§ EXERCISE DETAILS
Retype the entries word for word, leaving nothing out.

[Saved entries]

--- START ---

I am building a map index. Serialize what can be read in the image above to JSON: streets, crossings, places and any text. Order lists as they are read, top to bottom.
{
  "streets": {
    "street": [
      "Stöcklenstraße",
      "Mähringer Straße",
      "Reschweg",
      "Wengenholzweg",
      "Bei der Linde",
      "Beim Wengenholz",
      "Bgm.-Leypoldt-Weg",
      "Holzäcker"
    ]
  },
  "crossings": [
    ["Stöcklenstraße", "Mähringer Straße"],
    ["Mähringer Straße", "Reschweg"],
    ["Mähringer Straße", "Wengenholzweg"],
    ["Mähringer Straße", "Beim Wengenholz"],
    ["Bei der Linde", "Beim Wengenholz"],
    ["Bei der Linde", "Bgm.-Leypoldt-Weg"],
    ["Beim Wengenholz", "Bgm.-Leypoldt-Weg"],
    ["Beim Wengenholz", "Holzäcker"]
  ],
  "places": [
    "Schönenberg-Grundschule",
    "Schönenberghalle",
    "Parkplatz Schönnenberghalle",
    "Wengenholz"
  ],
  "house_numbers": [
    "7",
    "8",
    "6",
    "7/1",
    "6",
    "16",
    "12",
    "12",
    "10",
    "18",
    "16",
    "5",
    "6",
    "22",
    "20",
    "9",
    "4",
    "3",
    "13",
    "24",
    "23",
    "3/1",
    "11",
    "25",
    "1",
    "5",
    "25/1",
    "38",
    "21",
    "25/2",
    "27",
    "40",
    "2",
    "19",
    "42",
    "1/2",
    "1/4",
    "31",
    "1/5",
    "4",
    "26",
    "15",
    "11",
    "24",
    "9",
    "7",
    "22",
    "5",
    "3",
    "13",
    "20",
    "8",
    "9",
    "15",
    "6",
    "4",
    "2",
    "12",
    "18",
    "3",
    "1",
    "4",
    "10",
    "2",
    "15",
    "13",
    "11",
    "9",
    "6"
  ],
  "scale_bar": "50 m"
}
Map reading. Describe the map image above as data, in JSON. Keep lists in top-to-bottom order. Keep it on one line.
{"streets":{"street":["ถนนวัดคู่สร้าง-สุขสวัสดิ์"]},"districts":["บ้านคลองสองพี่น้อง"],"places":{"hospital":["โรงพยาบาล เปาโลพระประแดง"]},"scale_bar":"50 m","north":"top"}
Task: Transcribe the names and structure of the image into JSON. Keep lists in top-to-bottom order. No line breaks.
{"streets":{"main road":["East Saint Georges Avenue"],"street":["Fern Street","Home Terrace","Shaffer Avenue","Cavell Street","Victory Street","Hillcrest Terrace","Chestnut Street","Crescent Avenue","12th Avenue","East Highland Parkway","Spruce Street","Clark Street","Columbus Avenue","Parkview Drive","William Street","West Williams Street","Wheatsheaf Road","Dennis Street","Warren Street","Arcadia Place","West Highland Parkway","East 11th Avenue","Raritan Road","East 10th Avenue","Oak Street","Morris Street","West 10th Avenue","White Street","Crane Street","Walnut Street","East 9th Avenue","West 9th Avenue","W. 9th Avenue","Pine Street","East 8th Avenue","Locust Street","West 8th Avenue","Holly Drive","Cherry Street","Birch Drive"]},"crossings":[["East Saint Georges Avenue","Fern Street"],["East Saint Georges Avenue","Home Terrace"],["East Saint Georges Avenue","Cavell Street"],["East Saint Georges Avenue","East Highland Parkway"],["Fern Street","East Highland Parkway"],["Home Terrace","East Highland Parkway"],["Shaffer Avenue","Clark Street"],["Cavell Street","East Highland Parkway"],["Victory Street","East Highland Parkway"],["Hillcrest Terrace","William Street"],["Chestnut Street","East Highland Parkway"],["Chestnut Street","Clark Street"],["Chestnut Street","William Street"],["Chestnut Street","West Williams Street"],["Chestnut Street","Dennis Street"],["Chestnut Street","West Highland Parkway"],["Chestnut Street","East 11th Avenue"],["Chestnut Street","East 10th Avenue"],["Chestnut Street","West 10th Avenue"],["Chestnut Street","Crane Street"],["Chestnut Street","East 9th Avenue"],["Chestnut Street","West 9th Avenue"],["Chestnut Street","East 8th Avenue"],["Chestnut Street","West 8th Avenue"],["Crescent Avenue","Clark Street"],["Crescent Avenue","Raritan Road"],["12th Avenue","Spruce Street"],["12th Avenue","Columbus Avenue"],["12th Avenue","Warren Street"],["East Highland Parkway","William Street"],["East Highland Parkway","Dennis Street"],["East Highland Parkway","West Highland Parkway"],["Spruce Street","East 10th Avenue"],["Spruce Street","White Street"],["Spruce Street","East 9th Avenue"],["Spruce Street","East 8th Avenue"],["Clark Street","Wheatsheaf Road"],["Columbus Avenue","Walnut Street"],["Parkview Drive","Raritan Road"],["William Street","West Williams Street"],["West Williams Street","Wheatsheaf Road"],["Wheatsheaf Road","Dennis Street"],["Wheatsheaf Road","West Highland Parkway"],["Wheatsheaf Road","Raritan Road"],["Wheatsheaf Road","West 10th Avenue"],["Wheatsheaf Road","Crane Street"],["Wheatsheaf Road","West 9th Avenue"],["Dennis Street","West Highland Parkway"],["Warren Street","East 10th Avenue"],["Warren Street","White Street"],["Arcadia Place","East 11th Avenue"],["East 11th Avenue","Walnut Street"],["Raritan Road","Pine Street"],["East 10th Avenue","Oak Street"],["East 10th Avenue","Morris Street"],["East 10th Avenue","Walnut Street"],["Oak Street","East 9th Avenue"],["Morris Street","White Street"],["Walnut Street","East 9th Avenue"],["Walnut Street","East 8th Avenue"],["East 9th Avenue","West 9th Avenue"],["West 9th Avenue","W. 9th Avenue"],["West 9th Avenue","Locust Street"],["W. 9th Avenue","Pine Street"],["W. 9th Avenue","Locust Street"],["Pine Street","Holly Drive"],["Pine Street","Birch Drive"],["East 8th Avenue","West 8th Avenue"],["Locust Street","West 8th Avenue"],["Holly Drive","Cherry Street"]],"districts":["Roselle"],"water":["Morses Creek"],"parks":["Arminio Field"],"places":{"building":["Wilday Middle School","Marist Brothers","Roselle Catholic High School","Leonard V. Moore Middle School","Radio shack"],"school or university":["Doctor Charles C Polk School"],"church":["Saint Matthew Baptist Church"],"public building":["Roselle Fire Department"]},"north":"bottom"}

--- END ---

§ YOUR SOLUTION
I am building a map index. Serialize what can be read in the image above to JSON: streets, crossings, places and any text. Order lists as they are read, top to bottom.
{
  "streets": {
    "street": [
      "Stöcklenstraße",
      "Mähringer Straße",
      "Reschweg",
      "Wengenholzweg",
      "Bei der Linde",
      "Beim Wengenholz",
      "Bgm.-Leypoldt-Weg",
      "Holzäcker"
    ]
  },
  "crossings": [
    ["Stöcklenstraße", "Mähringer Straße"],
    ["Mähringer Straße", "Reschweg"],
    ["Mähringer Straße", "Wengenholzweg"],
    ["Mähringer Straße", "Beim Wengenholz"],
    ["Bei der Linde", "Beim Wengenholz"],
    ["Bei der Linde", "Bgm.-Leypoldt-Weg"],
    ["Beim Wengenholz", "Bgm.-Leypoldt-Weg"],
    ["Beim Wengenholz", "Holzäcker"]
  ],
  "places": [
    "Schönenberg-Grundschule",
    "Schönenberghalle",
    "Parkplatz Schönnenberghalle",
    "Wengenholz"
  ],
  "house_numbers": [
    "7",
    "8",
    "6",
    "7/1",
    "6",
    "16",
    "12",
    "12",
    "10",
    "18",
    "16",
    "5",
    "6",
    "22",
    "20",
    "9",
    "4",
    "3",
    "13",
    "24",
    "23",
    "3/1",
    "11",
    "25",
    "1",
    "5",
    "25/1",
    "38",
    "21",
    "25/2",
    "27",
    "40",
    "2",
    "19",
    "42",
    "1/2",
    "1/4",
    "31",
    "1/5",
    "4",
    "26",
    "15",
    "11",
    "24",
    "9",
    "7",
    "22",
    "5",
    "3",
    "13",
    "20",
    "8",
    "9",
    "15",
    "6",
    "4",
    "2",
    "12",
    "18",
    "3",
    "1",
    "4",
    "10",
    "2",
    "15",
    "13",
    "11",
    "9",
    "6"
  ],
  "scale_bar": "50 m"
}
Map reading. Describe the map image above as data, in JSON. Keep lists in top-to-bottom order. Keep it on one line.
{"streets":{"street":["ถนนวัดคู่สร้าง-สุขสวัสดิ์"]},"districts":["บ้านคลองสองพี่น้อง"],"places":{"hospital":["โรงพยาบาล เปาโลพระประแดง"]},"scale_bar":"50 m","north":"top"}
Task: Transcribe the names and structure of the image into JSON. Keep lists in top-to-bottom order. No line breaks.
{"streets":{"main road":["East Saint Georges Avenue"],"street":["Fern Street","Home Terrace","Shaffer Avenue","Cavell Street","Victory Street","Hillcrest Terrace","Chestnut Street","Crescent Avenue","12th Avenue","East Highland Parkway","Spruce Street","Clark Street","Columbus Avenue","Parkview Drive","William Street","West Williams Street","Wheatsheaf Road","Dennis Street","Warren Street","Arcadia Place","West Highland Parkway","East 11th Avenue","Raritan Road","East 10th Avenue","Oak Street","Morris Street","West 10th Avenue","White Street","Crane Street","Walnut Street","East 9th Avenue","West 9th Avenue","W. 9th Avenue","Pine Street","East 8th Avenue","Locust Street","West 8th Avenue","Holly Drive","Cherry Street","Birch Drive"]},"crossings":[["East Saint Georges Avenue","Fern Street"],["East Saint Georges Avenue","Home Terrace"],["East Saint Georges Avenue","Cavell Street"],["East Saint Georges Avenue","East Highland Parkway"],["Fern Street","East Highland Parkway"],["Home Terrace","East Highland Parkway"],["Shaffer Avenue","Clark Street"],["Cavell Street","East Highland Parkway"],["Victory Street","East Highland Parkway"],["Hillcrest Terrace","William Street"],["Chestnut Street","East Highland Parkway"],["Chestnut Street","Clark Street"],["Chestnut Street","William Street"],["Chestnut Street","West Williams Street"],["Chestnut Street","Dennis Street"],["Chestnut Street","West Highland Parkway"],["Chestnut Street","East 11th Avenue"],["Chestnut Street","East 10th Avenue"],["Chestnut Street","West 10th Avenue"],["Chestnut Street","Crane Street"],["Chestnut Street","East 9th Avenue"],["Chestnut Street","West 9th Avenue"],["Chestnut Street","East 8th Avenue"],["Chestnut Street","West 8th Avenue"],["Crescent Avenue","Clark Street"],["Crescent Avenue","Raritan Road"],["12th Avenue","Spruce Street"],["12th Avenue","Columbus Avenue"],["12th Avenue","Warren Street"],["East Highland Parkway","William Street"],["East Highland Parkway","Dennis Street"],["East Highland Parkway","West Highland Parkway"],["Spruce Street","East 10th Avenue"],["Spruce Street","White Street"],["Spruce Street","East 9th Avenue"],["Spruce Street","East 8th Avenue"],["Clark Street","Wheatsheaf Road"],["Columbus Avenue","Walnut Street"],["Parkview Drive","Raritan Road"],["William Street","West Williams Street"],["West Williams Street","Wheatsheaf Road"],["Wheatsheaf Road","Dennis Street"],["Wheatsheaf Road","West Highland Parkway"],["Wheatsheaf Road","Raritan Road"],["Wheatsheaf Road","West 10th Avenue"],["Wheatsheaf Road","Crane Street"],["Wheatsheaf Road","West 9th Avenue"],["Dennis Street","West Highland Parkway"],["Warren Street","East 10th Avenue"],["Warren Street","White Street"],["Arcadia Place","East 11th Avenue"],["East 11th Avenue","Walnut Street"],["Raritan Road","Pine Street"],["East 10th Avenue","Oak Street"],["East 10th Avenue","Morris Street"],["East 10th Avenue","Walnut Street"],["Oak Street","East 9th Avenue"],["Morris Street","White Street"],["Walnut Street","East 9th Avenue"],["Walnut Street","East 8th Avenue"],["East 9th Avenue","West 9th Avenue"],["West 9th Avenue","W. 9th Avenue"],["West 9th Avenue","Locust Street"],["W. 9th Avenue","Pine Street"],["W. 9th Avenue","Locust Street"],["Pine Street","Holly Drive"],["Pine Street","Birch Drive"],["East 8th Avenue","West 8th Avenue"],["Locust Street","West 8th Avenue"],["Holly Drive","Cherry Street"]],"districts":["Roselle"],"water":["Morses Creek"],"parks":["Arminio Field"],"places":{"building":["Wilday Middle School","Marist Brothers","Roselle Catholic High School","Leonard V. Moore Middle School","Radio shack"],"school or university":["Doctor Charles C Polk School"],"church":["Saint Matthew Baptist Church"],"public building":["Roselle Fire Department"]},"north":"bottom"}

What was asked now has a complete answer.